WHAT NEEDS TO BE DONE:
Your output must match the records exactly, line for line.
--- GIVEN RECORDS ---
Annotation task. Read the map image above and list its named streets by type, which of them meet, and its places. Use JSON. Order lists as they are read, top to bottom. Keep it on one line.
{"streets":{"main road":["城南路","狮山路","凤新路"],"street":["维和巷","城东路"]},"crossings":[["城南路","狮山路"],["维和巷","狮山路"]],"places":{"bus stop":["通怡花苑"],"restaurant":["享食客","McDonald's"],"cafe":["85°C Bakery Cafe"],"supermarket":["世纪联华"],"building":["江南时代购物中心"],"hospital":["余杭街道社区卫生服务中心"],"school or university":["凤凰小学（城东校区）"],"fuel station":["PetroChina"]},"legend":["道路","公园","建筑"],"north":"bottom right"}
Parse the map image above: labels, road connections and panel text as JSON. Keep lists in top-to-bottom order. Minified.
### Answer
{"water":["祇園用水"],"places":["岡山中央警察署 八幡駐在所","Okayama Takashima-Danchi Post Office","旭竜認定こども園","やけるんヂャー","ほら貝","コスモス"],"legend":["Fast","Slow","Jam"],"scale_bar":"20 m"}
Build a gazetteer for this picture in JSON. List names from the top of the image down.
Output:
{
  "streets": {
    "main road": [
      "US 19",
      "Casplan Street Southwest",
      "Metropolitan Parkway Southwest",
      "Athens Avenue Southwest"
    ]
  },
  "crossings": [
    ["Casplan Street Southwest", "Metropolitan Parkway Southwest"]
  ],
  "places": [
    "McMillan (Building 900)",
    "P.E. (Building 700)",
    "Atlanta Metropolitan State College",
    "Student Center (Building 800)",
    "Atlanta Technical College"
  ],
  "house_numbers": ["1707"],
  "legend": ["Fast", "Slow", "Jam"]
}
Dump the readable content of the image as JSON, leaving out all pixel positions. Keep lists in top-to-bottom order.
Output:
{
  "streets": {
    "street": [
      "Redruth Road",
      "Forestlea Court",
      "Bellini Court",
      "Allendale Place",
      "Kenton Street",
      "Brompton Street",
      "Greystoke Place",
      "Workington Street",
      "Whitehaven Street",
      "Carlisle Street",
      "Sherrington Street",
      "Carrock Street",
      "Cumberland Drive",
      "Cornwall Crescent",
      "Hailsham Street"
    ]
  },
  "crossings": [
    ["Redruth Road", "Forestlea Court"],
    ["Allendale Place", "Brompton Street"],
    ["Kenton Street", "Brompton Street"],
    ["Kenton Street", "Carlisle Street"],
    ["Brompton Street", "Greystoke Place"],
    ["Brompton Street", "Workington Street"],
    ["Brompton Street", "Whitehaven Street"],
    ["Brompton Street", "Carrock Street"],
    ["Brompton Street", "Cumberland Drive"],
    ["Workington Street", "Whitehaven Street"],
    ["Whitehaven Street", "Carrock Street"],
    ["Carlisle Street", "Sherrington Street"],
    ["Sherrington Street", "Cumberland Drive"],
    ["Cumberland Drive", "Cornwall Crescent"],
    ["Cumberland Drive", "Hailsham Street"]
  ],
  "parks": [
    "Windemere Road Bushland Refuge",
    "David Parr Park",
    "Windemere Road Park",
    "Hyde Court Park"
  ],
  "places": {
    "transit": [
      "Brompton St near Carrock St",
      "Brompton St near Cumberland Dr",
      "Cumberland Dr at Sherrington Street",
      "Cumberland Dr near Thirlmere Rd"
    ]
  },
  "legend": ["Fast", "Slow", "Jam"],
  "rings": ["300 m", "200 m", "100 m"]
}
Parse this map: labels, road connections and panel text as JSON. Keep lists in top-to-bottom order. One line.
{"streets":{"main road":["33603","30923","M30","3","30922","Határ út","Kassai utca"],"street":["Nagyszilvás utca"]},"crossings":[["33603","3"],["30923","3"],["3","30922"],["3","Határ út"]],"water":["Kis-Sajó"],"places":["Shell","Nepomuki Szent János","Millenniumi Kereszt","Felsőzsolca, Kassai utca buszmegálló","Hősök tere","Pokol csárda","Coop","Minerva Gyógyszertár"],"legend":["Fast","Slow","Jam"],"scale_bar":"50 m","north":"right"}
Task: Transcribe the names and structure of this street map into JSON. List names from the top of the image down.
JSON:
---
SOLUTION FOR THIS PROBLEM:
Annotation task. Read the map image above and list its named streets by type, which of them meet, and its places. Use JSON. Order lists as they are read, top to bottom. Keep it on one line.
{"streets":{"main road":["城南路","狮山路","凤新路"],"street":["维和巷","城东路"]},"crossings":[["城南路","狮山路"],["维和巷","狮山路"]],"places":{"bus stop":["通怡花苑"],"restaurant":["享食客","McDonald's"],"cafe":["85°C Bakery Cafe"],"supermarket":["世纪联华"],"building":["江南时代购物中心"],"hospital":["余杭街道社区卫生服务中心"],"school or university":["凤凰小学（城东校区）"],"fuel station":["PetroChina"]},"legend":["道路","公园","建筑"],"north":"bottom right"}
Parse the map image above: labels, road connections and panel text as JSON. Keep lists in top-to-bottom order. Minified.
### Answer
{"water":["祇園用水"],"places":["岡山中央警察署 八幡駐在所","Okayama Takashima-Danchi Post Office","旭竜認定こども園","やけるんヂャー","ほら貝","コスモス"],"legend":["Fast","Slow","Jam"],"scale_bar":"20 m"}
Build a gazetteer for this picture in JSON. List names from the top of the image down.
Output:
{
  "streets": {
    "main road": [
      "US 19",
      "Casplan Street Southwest",
      "Metropolitan Parkway Southwest",
      "Athens Avenue Southwest"
    ]
  },
  "crossings": [
    ["Casplan Street Southwest", "Metropolitan Parkway Southwest"]
  ],
  "places": [
    "McMillan (Building 900)",
    "P.E. (Building 700)",
    "Atlanta Metropolitan State College",
    "Student Center (Building 800)",
    "Atlanta Technical College"
  ],
  "house_numbers": ["1707"],
  "legend": ["Fast", "Slow", "Jam"]
}
Dump the readable content of the image as JSON, leaving out all pixel positions. Keep lists in top-to-bottom order.
Output:
{
  "streets": {
    "street": [
      "Redruth Road",
      "Forestlea Court",
      "Bellini Court",
      "Allendale Place",
      "Kenton Street",
      "Brompton Street",
      "Greystoke Place",
      "Workington Street",
      "Whitehaven Street",
      "Carlisle Street",
      "Sherrington Street",
      "Carrock Street",
      "Cumberland Drive",
      "Cornwall Crescent",
      "Hailsham Street"
    ]
  },
  "crossings": [
    ["Redruth Road", "Forestlea Court"],
    ["Allendale Place", "Brompton Street"],
    ["Kenton Street", "Brompton Street"],
    ["Kenton Street", "Carlisle Street"],
    ["Brompton Street", "Greystoke Place"],
    ["Brompton Street", "Workington Street"],
    ["Brompton Street", "Whitehaven Street"],
    ["Brompton Street", "Carrock Street"],
    ["Brompton Street", "Cumberland Drive"],
    ["Workington Street", "Whitehaven Street"],
    ["Whitehaven Street", "Carrock Street"],
    ["Carlisle Street", "Sherrington Street"],
    ["Sherrington Street", "Cumberland Drive"],
    ["Cumberland Drive", "Cornwall Crescent"],
    ["Cumberland Drive", "Hailsham Street"]
  ],
  "parks": [
    "Windemere Road Bushland Refuge",
    "David Parr Park",
    "Windemere Road Park",
    "Hyde Court Park"
  ],
  "places": {
    "transit": [
      "Brompton St near Carrock St",
      "Brompton St near Cumberland Dr",
      "Cumberland Dr at Sherrington Street",
      "Cumberland Dr near Thirlmere Rd"
    ]
  },
  "legend": ["Fast", "Slow", "Jam"],
  "rings": ["300 m", "200 m", "100 m"]
}
Parse this map: labels, road connections and panel text as JSON. Keep lists in top-to-bottom order. One line.
{"streets":{"main road":["33603","30923","M30","3","30922","Határ út","Kassai utca"],"street":["Nagyszilvás utca"]},"crossings":[["33603","3"],["30923","3"],["3","30922"],["3","Határ út"]],"water":["Kis-Sajó"],"places":["Shell","Nepomuki Szent János","Millenniumi Kereszt","Felsőzsolca, Kassai utca buszmegálló","Hősök tere","Pokol csárda","Coop","Minerva Gyógyszertár"],"legend":["Fast","Slow","Jam"],"scale_bar":"50 m","north":"right"}
Task: Transcribe the names and structure of this street map into JSON. List names from the top of the image down.
JSON:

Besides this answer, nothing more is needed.